DIRECTIONS ▸ Using the data that follows, output only the lines from the line with "Map reading. What" up to and including the line with "Annotation task. Read", exactly, leaving pictures aside.

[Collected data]
»»

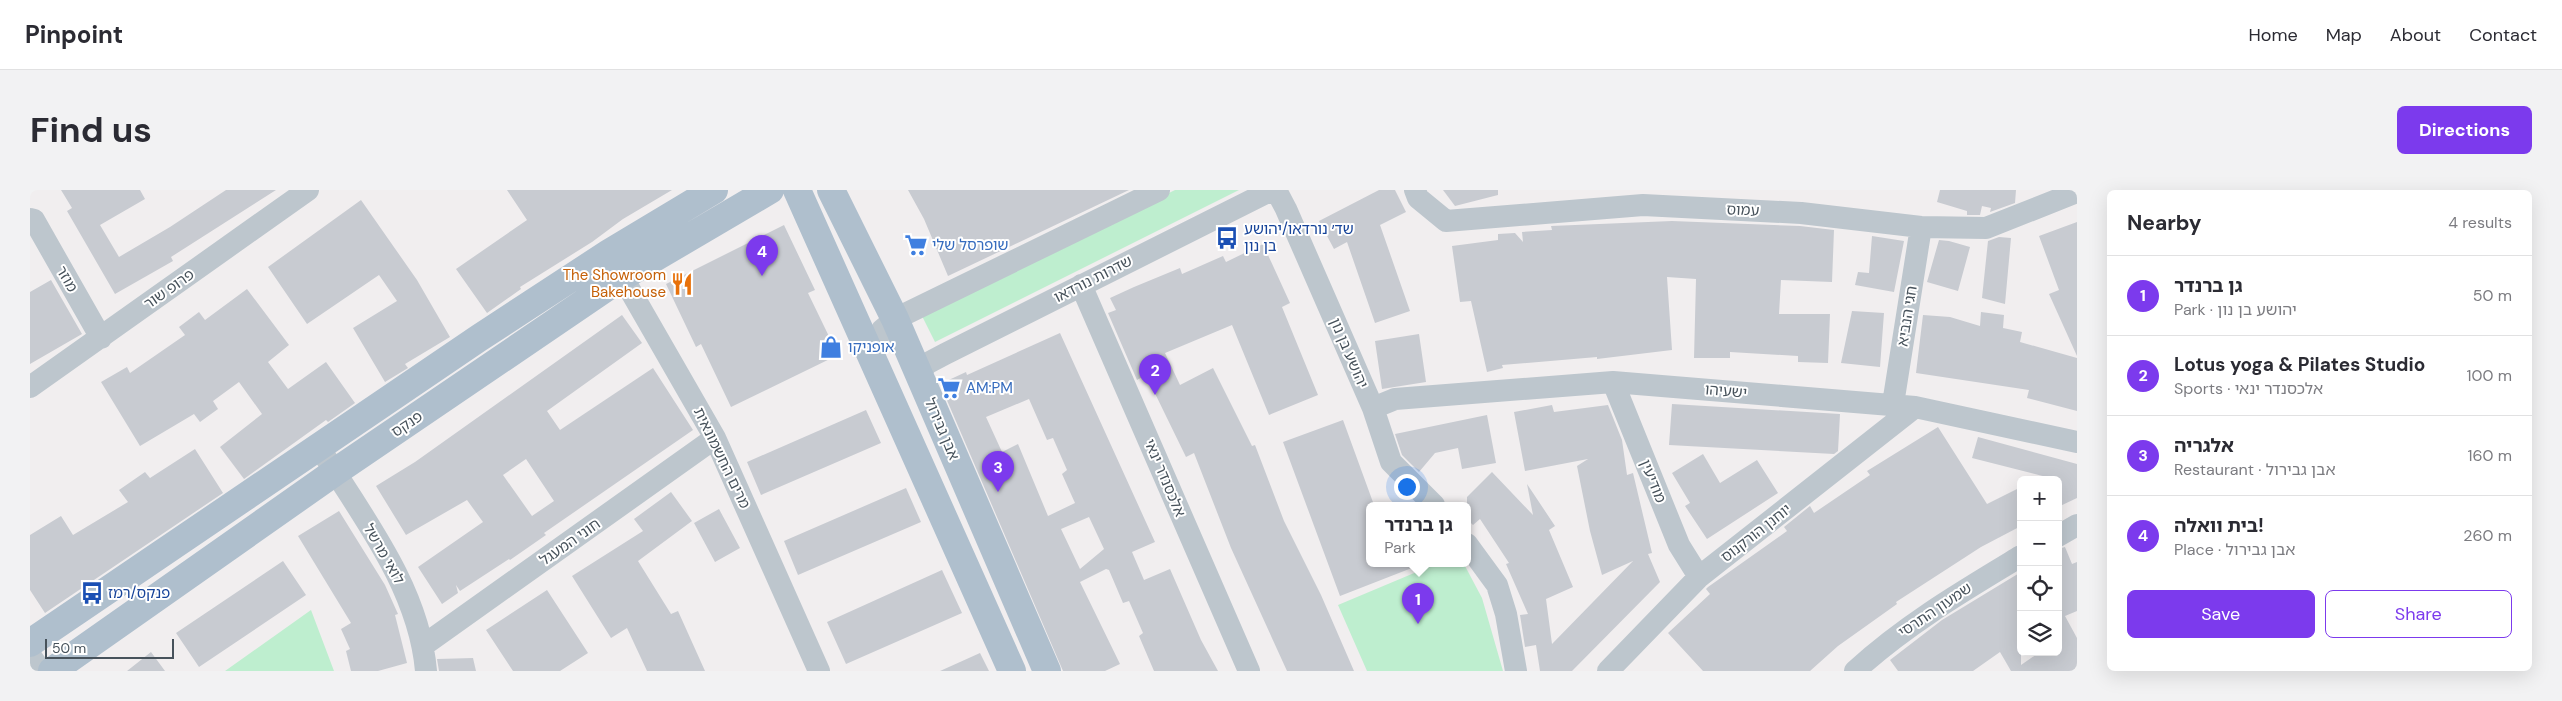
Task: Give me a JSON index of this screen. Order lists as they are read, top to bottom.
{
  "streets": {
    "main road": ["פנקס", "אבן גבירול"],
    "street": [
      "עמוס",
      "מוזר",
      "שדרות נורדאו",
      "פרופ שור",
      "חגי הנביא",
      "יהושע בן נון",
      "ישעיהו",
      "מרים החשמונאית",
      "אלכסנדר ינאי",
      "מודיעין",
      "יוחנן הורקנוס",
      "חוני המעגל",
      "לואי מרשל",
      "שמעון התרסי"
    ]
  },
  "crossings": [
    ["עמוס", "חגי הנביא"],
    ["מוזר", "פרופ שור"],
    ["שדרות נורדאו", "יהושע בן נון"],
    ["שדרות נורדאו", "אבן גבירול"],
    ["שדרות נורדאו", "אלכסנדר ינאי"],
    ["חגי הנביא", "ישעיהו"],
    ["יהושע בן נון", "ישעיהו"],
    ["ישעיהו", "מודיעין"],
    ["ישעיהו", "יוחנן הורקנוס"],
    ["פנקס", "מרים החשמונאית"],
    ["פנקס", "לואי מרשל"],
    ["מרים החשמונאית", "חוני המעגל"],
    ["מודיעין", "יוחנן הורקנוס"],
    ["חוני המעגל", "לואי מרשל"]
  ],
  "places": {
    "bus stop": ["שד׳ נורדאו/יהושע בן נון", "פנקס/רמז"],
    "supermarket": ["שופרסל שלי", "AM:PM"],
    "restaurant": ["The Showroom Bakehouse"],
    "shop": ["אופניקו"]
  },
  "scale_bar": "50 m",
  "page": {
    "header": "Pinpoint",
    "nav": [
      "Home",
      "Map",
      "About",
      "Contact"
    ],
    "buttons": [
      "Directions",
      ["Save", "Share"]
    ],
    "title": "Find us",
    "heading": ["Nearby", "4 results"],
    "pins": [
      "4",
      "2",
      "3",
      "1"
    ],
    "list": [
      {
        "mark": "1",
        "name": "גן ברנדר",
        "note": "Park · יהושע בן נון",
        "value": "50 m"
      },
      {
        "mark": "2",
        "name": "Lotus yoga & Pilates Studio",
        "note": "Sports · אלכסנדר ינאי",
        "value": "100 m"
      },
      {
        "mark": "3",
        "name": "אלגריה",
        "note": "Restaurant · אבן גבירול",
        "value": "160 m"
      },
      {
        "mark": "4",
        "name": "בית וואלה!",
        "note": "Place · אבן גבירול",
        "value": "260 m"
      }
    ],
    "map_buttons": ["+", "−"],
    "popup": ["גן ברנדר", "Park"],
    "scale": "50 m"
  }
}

««
»»

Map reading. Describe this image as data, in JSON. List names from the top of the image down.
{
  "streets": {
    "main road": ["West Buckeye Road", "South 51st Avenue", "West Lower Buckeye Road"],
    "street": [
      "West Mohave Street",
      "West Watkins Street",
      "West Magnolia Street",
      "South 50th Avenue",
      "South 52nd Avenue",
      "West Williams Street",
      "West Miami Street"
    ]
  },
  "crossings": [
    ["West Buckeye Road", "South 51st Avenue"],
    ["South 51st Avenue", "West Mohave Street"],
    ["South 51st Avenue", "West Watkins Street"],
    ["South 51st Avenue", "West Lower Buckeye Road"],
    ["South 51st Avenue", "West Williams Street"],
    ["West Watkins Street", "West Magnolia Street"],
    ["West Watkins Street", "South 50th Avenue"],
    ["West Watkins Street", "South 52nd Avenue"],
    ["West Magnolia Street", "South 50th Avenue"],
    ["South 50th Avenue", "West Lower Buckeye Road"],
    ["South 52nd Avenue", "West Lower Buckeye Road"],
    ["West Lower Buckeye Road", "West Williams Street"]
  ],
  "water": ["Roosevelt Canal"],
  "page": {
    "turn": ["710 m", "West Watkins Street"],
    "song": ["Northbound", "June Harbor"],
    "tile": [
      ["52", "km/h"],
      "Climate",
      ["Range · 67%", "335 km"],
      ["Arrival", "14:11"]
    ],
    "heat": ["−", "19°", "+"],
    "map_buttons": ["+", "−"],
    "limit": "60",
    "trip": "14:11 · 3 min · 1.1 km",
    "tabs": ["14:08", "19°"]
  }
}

««
»»

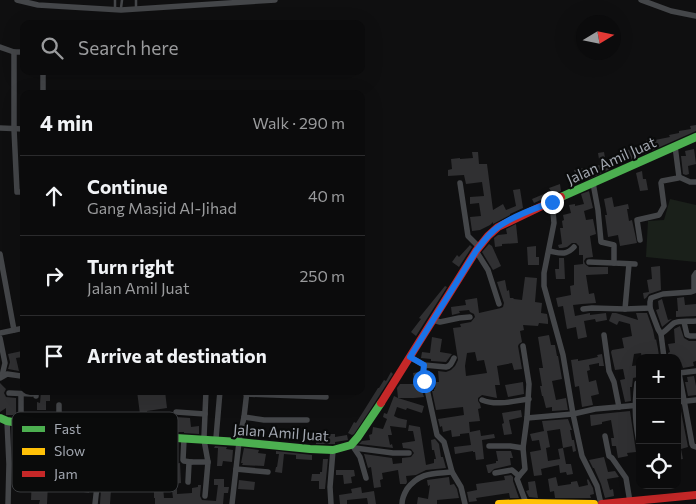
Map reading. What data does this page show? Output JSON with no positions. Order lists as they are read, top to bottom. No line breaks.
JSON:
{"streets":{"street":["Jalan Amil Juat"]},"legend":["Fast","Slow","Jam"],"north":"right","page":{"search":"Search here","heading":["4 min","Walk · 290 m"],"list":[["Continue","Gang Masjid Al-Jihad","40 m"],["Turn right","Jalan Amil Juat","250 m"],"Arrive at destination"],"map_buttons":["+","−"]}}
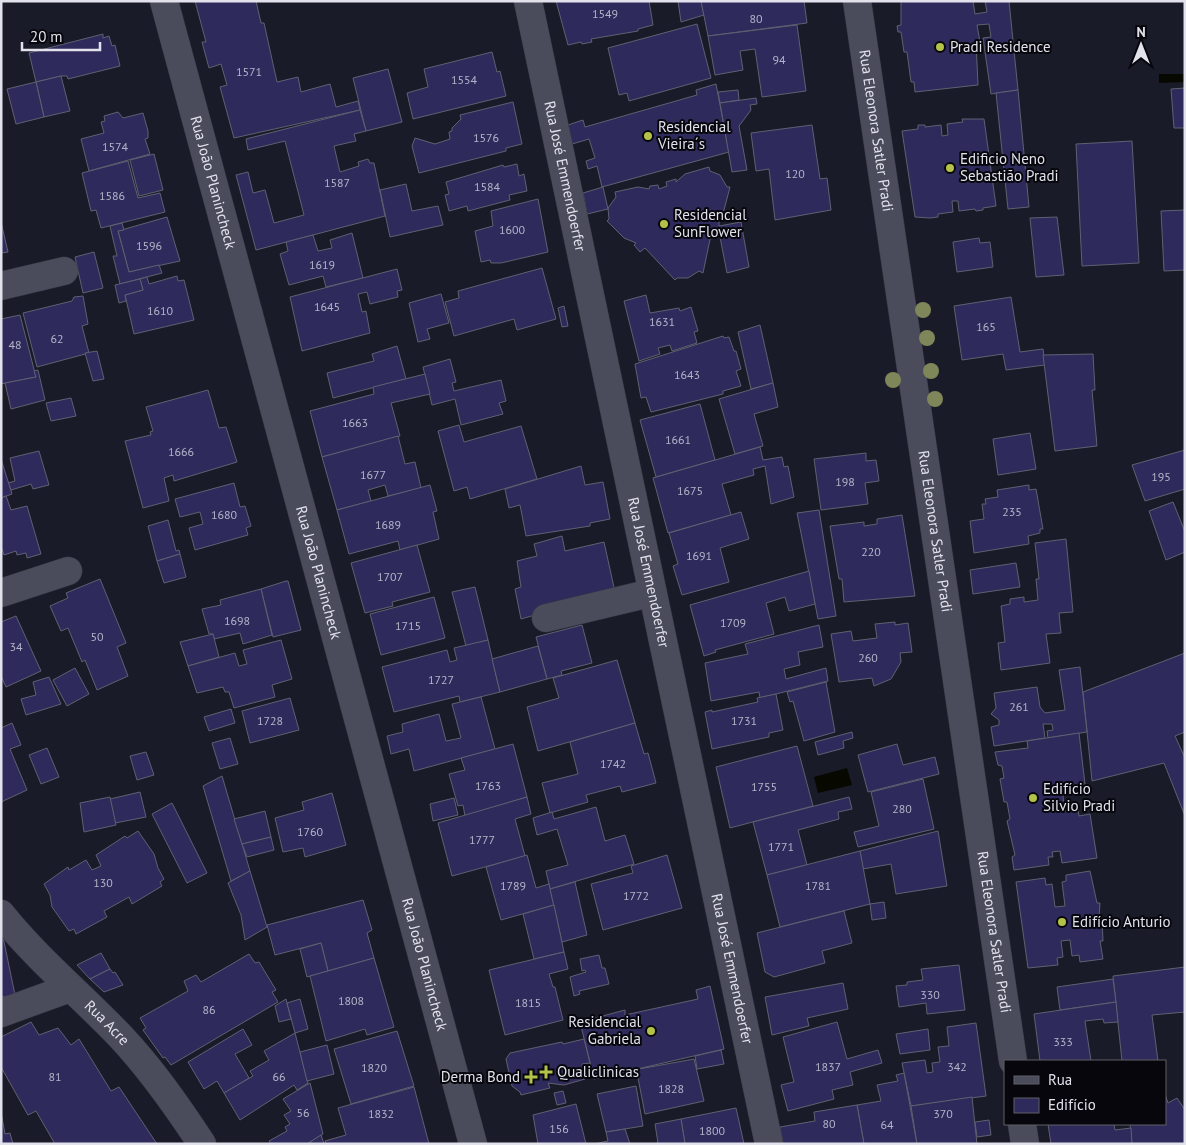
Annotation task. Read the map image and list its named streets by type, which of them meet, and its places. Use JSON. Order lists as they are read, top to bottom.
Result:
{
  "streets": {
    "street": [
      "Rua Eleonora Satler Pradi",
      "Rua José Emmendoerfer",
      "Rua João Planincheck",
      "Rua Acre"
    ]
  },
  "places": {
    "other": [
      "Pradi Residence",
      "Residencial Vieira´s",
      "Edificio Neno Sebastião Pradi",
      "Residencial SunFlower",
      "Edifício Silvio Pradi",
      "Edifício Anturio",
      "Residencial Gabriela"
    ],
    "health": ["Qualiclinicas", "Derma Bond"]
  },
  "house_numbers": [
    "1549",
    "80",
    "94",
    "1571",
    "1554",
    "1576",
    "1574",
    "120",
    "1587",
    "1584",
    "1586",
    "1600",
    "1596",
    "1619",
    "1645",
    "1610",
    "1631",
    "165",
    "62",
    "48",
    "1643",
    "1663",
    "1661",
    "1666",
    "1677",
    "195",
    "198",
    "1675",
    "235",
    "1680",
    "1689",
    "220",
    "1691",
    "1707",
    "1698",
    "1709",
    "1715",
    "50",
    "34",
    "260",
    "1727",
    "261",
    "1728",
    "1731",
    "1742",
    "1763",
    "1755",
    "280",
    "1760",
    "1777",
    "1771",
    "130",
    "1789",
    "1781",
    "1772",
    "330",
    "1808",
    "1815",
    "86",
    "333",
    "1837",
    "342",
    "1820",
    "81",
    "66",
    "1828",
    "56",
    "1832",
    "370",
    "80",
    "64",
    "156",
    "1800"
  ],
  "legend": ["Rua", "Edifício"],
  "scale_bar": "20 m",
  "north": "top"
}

««

REPLY ▸
Map reading. What data does this page show? Output JSON with no positions. Order lists as they are read, top to bottom. No line breaks.
JSON:
{"streets":{"street":["Jalan Amil Juat"]},"legend":["Fast","Slow","Jam"],"north":"right","page":{"search":"Search here","heading":["4 min","Walk · 290 m"],"list":[["Continue","Gang Masjid Al-Jihad","40 m"],["Turn right","Jalan Amil Juat","250 m"],"Arrive at destination"],"map_buttons":["+","−"]}}
Annotation task. Read the map image and list its named streets by type, which of them meet, and its places. Use JSON. Order lists as they are read, top to bottom.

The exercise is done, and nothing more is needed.